DATA |
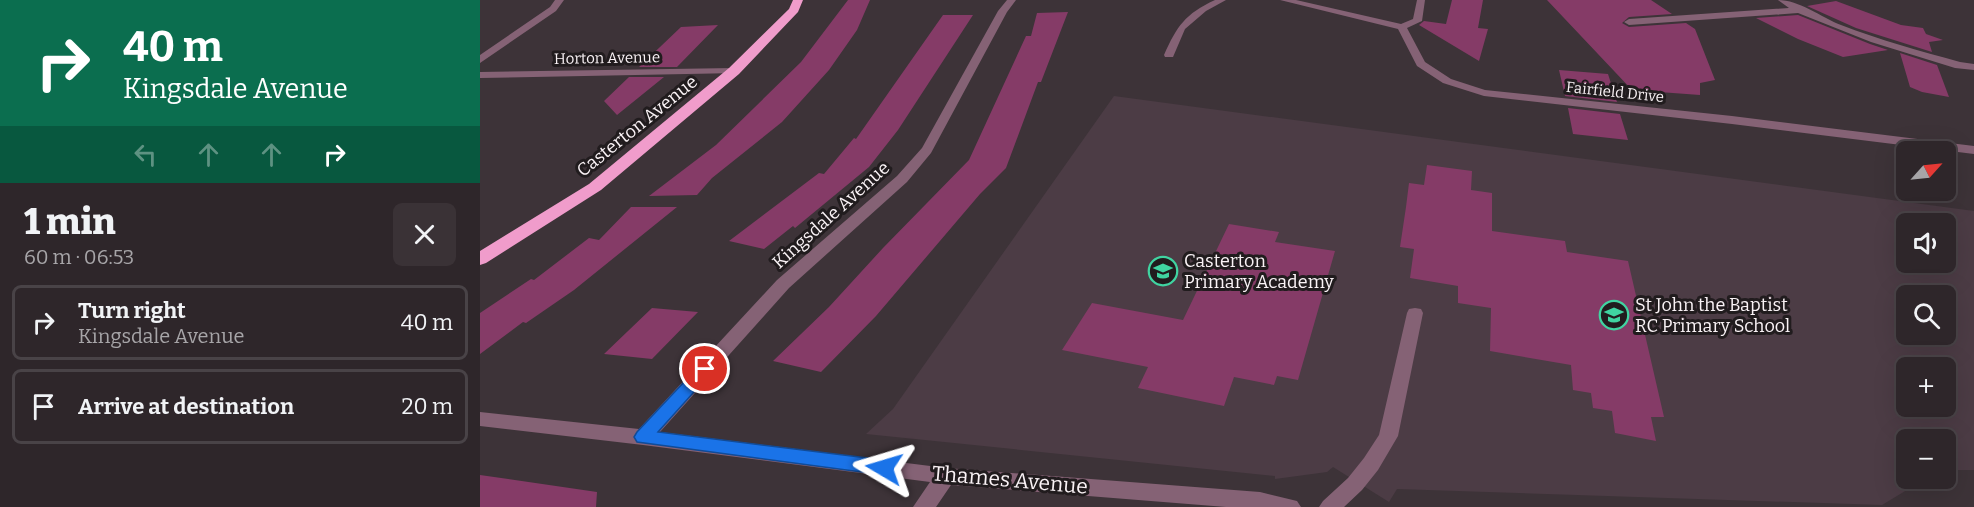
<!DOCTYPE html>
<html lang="en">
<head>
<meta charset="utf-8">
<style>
	body { margin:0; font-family:Bitter,serif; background:#3a3236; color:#f1f3f6; height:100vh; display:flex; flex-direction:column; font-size:22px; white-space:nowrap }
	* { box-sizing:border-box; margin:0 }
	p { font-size:20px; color:#a7a5a8 }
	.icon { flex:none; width:33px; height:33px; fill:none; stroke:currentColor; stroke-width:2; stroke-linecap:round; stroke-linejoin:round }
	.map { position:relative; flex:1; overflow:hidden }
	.drawer { display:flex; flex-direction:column; background:#2e262a; width:480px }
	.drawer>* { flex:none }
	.banner { background:#0b6e4f; color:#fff; overflow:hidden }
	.needle { width:39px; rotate:63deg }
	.buttons { position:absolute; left:1416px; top:141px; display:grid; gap:12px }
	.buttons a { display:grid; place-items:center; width:60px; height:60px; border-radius:9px; background:#2e262a; box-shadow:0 6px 24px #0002,0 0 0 2px #494347; font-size:30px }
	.pin { position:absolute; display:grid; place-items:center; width:51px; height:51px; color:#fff; margin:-26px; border:3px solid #fff; border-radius:50%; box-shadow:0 2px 6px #0007 }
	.me { position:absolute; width:66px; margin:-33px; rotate:277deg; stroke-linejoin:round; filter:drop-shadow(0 0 4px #0008) }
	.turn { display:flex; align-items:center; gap:21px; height:126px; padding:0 24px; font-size:27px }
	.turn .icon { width:78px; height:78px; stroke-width:2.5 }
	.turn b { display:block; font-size:42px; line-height:51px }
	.lanes { display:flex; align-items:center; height:57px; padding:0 24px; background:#0003; justify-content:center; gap:30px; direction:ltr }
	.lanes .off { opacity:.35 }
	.round { display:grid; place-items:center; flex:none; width:63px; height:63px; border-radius:9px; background:#3a3236 }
	.head { display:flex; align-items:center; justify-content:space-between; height:102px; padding:0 24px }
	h1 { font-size:36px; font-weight:800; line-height:45px }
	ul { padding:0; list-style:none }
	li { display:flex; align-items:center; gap:18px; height:75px; margin:0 12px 9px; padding:0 12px; border:3px solid #494347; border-radius:9px }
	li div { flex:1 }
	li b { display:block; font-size:22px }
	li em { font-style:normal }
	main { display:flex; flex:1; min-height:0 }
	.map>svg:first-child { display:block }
	.built { fill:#4c3c45; fill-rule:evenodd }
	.building { fill:#853b67 }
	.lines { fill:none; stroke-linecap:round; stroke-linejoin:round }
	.lane { fill:#856275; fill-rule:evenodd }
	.street { fill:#856275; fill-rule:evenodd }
	.highway { fill:#f09ccb; fill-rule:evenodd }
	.route { fill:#1a73e8; stroke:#114b97; stroke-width:1.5 }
	.labels { text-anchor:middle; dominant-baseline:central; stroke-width:6; stroke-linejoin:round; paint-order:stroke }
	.far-street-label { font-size:15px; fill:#faf3f6; stroke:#211c1e }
	.street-label { font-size:18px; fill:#faf3f6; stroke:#211c1e }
	.poi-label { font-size:18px; fill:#faf3f6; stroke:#211c1e; text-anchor:start }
	.near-street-label { font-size:21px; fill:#faf3f6; stroke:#211c1e }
</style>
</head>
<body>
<main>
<section class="drawer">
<div class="banner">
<div class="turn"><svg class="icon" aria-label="right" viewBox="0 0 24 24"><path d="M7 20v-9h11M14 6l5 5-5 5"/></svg><div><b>40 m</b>Kingsdale Avenue</div></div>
<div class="lanes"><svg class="icon off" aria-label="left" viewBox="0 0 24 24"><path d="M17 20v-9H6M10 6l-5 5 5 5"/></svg><svg class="icon off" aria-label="ahead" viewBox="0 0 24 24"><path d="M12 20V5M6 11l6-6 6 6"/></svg><svg class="icon off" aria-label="ahead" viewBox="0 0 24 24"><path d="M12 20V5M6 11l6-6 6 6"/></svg><svg class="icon" aria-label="right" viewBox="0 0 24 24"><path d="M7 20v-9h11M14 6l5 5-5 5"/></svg></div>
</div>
<div class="head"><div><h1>1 min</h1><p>60 m · 06:53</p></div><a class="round"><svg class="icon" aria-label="close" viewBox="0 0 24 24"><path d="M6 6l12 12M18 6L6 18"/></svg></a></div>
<ul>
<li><svg class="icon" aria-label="right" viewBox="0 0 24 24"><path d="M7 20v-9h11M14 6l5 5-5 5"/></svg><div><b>Turn right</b><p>Kingsdale Avenue</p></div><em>40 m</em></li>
<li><svg class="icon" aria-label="arrive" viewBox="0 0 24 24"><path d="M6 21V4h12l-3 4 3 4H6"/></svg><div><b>Arrive at destination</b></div><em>20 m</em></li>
</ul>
</section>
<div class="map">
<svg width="1494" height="507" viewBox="0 0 1494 507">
	<rect width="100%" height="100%" fill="#3d3338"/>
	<path class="built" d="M634,96L1494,211V470H1466V440H1426V478L1445,479L1402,505L917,489L909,502L853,467L847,472L795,479V476L386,434L413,409ZM1426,224H1466V262H1426ZM1426,296H1466V334H1426ZM1426,368H1466V406H1426Z"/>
	<path class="building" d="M368,0H390L377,30L349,70L302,122L232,178L217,195L169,196L236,145L321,62Z
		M972,0H1003L998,28L1008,29L999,61L939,25L944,21L966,24Z
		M1067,0H1171L1192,14L1149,17L1142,23L1149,27L1206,23L1215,29L1235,80L1220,83V95L1152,90Z
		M1356,1L1421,25L1443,28L1446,34L1463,40L1449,42L1452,52L1376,28L1327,6Z
		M588,12L561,82H558L526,168L500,194L396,316L341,372L293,361L349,307L403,248L489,160L546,36H551L557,13Z
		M463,15H493L418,130L389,167L315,228L313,226L284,249L249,241L339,173L344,174L374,138L376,139Z
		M1318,15L1390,44L1408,50L1363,57L1318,39L1276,18Z
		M238,25L197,67H159L201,27Z
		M1420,53L1457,65L1469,97L1442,92L1430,87Z
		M1079,70L1128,74L1137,102L1085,96Z
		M149,77H184L137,115L124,101Z
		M1088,108L1140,114L1148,140L1093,134Z
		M947,165L992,171L991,190L1012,193V231L1085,241L1087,252L1148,261L1184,417H1171L1176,441L1135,433L1132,411L1113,408L1111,393L1093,390L1091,365L1010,351L1011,308L978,303V286L930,278L934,249L920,247L926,207L929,183L944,185Z
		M151,207H197L94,290L46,323L43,322L0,354V313L51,279L54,280L109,238L119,240Z
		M749,224L799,232L795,242L855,251L818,380L797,376L794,385L754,377L744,406L658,388L668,367L582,350L612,303L703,320Z
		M172,308L218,312L172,359L124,354Z
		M0,475L117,492L116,507H0Z"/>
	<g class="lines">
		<path class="lane" d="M935,308L941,309L943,313L918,436L898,470L882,490L864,507H839L843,501L868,478L884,458L899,435L927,313L929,309Z"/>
		<path class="street" d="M75,0H84L76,11L0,63V55L70,7Z
			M527,0H536L527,12L451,153L427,182L309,288L180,432L466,468L780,492L817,501L821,507H746L471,485L456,507H433L450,482L163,445L0,426V412L159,429L297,280L417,176L442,148L518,11Z
			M735,0H746L726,11L705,29L693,57H685L684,55C697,26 705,14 735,0Z
			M800,0H816L921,24L933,19L937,0H945L942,21L927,28L945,62L971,79L1005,90L1252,116L1494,146V154L1252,124L1004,96L963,83L937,66L918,29Z
			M1298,0C1319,0 1341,17 1361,25C1400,40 1440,51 1480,62L1494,64V70L1475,68L1391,42L1318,13L1149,25L1144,22L1149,19L1309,8Z
			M254,68L259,71L258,73L0,78V72Z"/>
		<path class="highway" d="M313,0H323L318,12L259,74L121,190L6,263L0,265V251L109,184L249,68L309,9Z"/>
	</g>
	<path class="route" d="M225,363L231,365L233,369L231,373L178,432L404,460L410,462L413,468L410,473L404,475L157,442L154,437L157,432L220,365Z"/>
	<defs>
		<g id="school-ring" transform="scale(1.5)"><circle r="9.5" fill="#211c1e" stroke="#40d4a1" stroke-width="1.5"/><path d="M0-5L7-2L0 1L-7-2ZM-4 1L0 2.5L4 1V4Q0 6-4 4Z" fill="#40d4a1"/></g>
	</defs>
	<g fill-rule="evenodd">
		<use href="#school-ring" x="683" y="271"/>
		<use href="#school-ring" x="1134" y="315"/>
	</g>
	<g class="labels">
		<g class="far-street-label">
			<text transform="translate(127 58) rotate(-1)">Horton Avenue</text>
			<text transform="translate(1135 92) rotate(6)">Fairfield Drive</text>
		</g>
		<g class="street-label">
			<text transform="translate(157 126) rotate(-39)">Casterton Avenue</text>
			<text transform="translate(351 215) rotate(-42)">Kingsdale Avenue</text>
		</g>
		<g class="poi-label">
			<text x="704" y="261">Casterton<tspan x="704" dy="21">Primary Academy</tspan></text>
			<text x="1155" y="305">St John the Baptist<tspan x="1155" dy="21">RC Primary School</tspan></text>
		</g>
		<g class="near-street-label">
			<text transform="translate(530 480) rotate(5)">Thames Avenue</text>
		</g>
	</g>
</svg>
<div class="buttons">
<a><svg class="needle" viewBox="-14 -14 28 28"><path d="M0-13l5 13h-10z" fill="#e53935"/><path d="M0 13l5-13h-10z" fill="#a7a5a8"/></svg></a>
<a><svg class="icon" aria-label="sound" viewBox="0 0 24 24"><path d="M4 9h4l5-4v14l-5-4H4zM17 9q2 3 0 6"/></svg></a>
<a><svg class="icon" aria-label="search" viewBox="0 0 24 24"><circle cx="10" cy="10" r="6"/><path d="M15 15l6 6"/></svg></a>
<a>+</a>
<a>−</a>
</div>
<div class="pin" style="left:225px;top:369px;background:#d93025"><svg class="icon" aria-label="arrive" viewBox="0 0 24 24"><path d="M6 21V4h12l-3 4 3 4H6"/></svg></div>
<svg class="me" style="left:404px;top:468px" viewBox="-20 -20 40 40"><path d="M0-17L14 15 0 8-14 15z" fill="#1a73e8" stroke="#fff" stroke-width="4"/></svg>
</div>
</main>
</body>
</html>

WHAT IS BEING ASKED | Wherever "lines" occurs in the entries above, copy the line it sits on.

YOUR RESPONSE |
	.lines { fill:none; stroke-linecap:round; stroke-linejoin:round }
	<g class="lines">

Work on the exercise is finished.